_Task details_
Search the data below, and report every line in which "canvas" occurs.

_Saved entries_
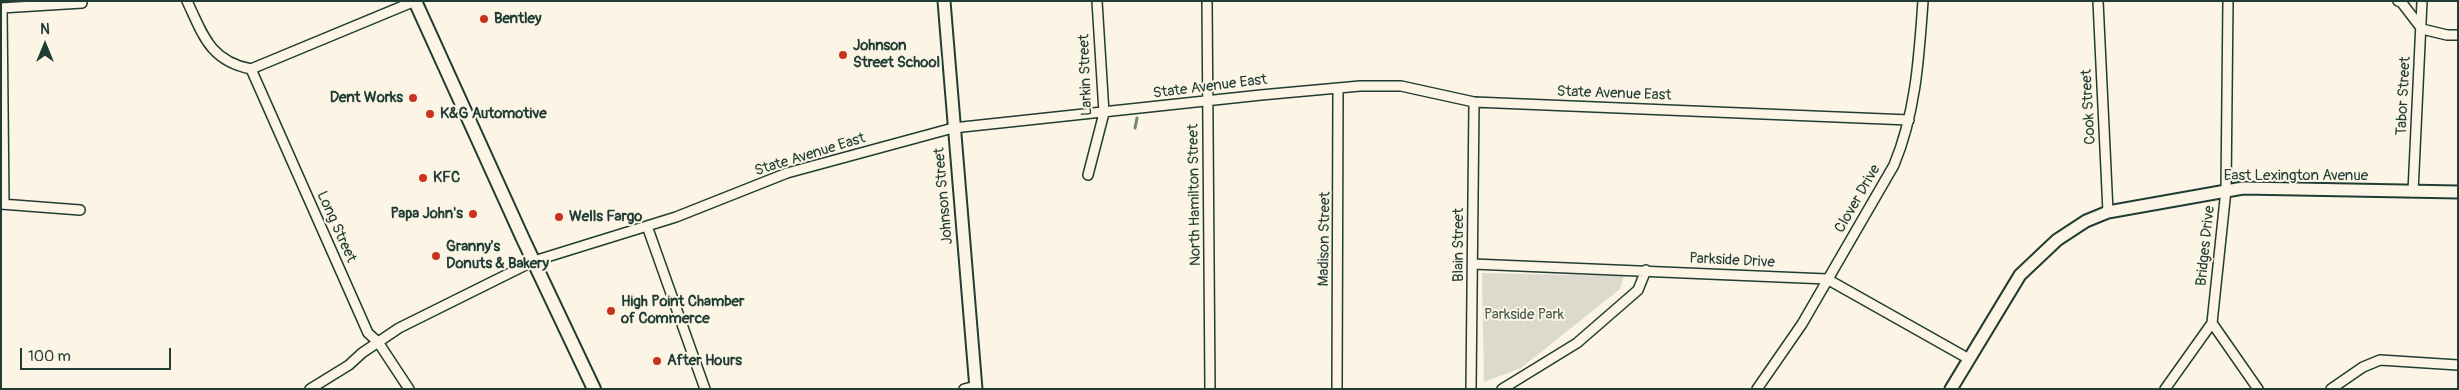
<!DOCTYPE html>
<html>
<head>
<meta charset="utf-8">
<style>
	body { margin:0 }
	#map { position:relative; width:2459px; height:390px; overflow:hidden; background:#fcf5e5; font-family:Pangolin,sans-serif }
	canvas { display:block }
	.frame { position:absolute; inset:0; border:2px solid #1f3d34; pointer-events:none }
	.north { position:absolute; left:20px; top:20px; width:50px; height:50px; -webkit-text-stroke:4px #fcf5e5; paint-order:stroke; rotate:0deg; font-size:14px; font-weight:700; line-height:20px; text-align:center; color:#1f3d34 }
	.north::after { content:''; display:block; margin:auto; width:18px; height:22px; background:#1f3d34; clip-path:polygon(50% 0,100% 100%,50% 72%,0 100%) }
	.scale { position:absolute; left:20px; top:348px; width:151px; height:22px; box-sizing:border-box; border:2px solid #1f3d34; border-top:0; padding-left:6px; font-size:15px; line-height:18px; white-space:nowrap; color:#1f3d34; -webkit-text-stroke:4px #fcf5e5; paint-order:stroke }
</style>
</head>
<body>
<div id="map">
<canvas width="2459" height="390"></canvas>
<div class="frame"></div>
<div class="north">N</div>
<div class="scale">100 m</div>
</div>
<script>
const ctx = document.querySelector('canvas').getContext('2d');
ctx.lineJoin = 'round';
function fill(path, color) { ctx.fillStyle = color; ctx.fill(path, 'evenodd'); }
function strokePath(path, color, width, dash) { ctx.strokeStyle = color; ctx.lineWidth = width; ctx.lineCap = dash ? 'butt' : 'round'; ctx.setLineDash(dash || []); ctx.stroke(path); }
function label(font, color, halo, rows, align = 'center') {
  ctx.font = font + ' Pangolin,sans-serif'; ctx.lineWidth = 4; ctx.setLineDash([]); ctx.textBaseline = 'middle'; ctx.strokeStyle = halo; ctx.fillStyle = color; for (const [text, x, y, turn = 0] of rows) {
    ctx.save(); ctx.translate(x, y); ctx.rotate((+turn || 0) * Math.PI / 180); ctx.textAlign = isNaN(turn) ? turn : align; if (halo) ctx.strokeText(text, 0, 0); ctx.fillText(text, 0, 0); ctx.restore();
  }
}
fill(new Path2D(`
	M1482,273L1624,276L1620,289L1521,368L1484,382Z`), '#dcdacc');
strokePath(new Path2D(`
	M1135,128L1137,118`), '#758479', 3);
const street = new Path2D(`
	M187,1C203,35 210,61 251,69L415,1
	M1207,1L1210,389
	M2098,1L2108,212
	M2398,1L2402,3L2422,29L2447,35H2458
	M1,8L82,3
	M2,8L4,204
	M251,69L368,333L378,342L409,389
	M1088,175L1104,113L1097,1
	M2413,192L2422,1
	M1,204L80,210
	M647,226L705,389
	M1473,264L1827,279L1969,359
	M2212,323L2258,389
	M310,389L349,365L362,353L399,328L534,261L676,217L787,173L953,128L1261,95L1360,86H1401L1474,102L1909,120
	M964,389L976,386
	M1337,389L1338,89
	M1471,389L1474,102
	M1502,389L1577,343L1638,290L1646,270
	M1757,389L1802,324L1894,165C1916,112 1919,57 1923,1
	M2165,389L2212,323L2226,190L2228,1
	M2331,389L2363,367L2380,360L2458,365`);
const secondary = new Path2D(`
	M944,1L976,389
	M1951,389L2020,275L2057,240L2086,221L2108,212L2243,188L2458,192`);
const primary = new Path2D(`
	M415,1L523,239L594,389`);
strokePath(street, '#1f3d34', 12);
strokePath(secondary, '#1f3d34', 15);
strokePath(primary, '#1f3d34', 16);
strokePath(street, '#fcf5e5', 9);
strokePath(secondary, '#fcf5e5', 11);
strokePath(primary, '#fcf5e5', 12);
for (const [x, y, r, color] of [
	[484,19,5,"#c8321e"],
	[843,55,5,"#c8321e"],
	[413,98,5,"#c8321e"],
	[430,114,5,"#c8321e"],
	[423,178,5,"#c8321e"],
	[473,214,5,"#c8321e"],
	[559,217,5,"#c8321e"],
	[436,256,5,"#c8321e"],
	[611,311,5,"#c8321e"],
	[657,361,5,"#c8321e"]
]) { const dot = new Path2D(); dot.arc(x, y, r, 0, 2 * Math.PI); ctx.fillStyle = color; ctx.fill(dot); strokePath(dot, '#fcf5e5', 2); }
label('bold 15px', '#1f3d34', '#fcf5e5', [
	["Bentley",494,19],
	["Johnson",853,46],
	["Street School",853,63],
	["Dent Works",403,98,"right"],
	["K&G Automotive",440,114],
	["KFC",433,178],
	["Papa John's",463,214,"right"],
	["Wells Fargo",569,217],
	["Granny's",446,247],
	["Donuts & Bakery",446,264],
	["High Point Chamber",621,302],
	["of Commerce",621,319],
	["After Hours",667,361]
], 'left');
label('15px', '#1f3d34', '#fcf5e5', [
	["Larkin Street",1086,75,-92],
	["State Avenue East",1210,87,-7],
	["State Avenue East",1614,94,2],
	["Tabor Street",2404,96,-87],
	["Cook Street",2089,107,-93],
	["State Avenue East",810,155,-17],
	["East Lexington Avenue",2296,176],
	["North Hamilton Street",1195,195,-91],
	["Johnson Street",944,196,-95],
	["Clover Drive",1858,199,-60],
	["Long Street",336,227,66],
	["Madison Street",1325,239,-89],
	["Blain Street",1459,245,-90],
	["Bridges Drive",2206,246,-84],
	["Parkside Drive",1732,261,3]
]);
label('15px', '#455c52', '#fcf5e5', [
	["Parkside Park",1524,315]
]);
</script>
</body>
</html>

_Exercise output_
	canvas { display:block }
<canvas width="2459" height="390"></canvas>
const ctx = document.querySelector('canvas').getContext('2d');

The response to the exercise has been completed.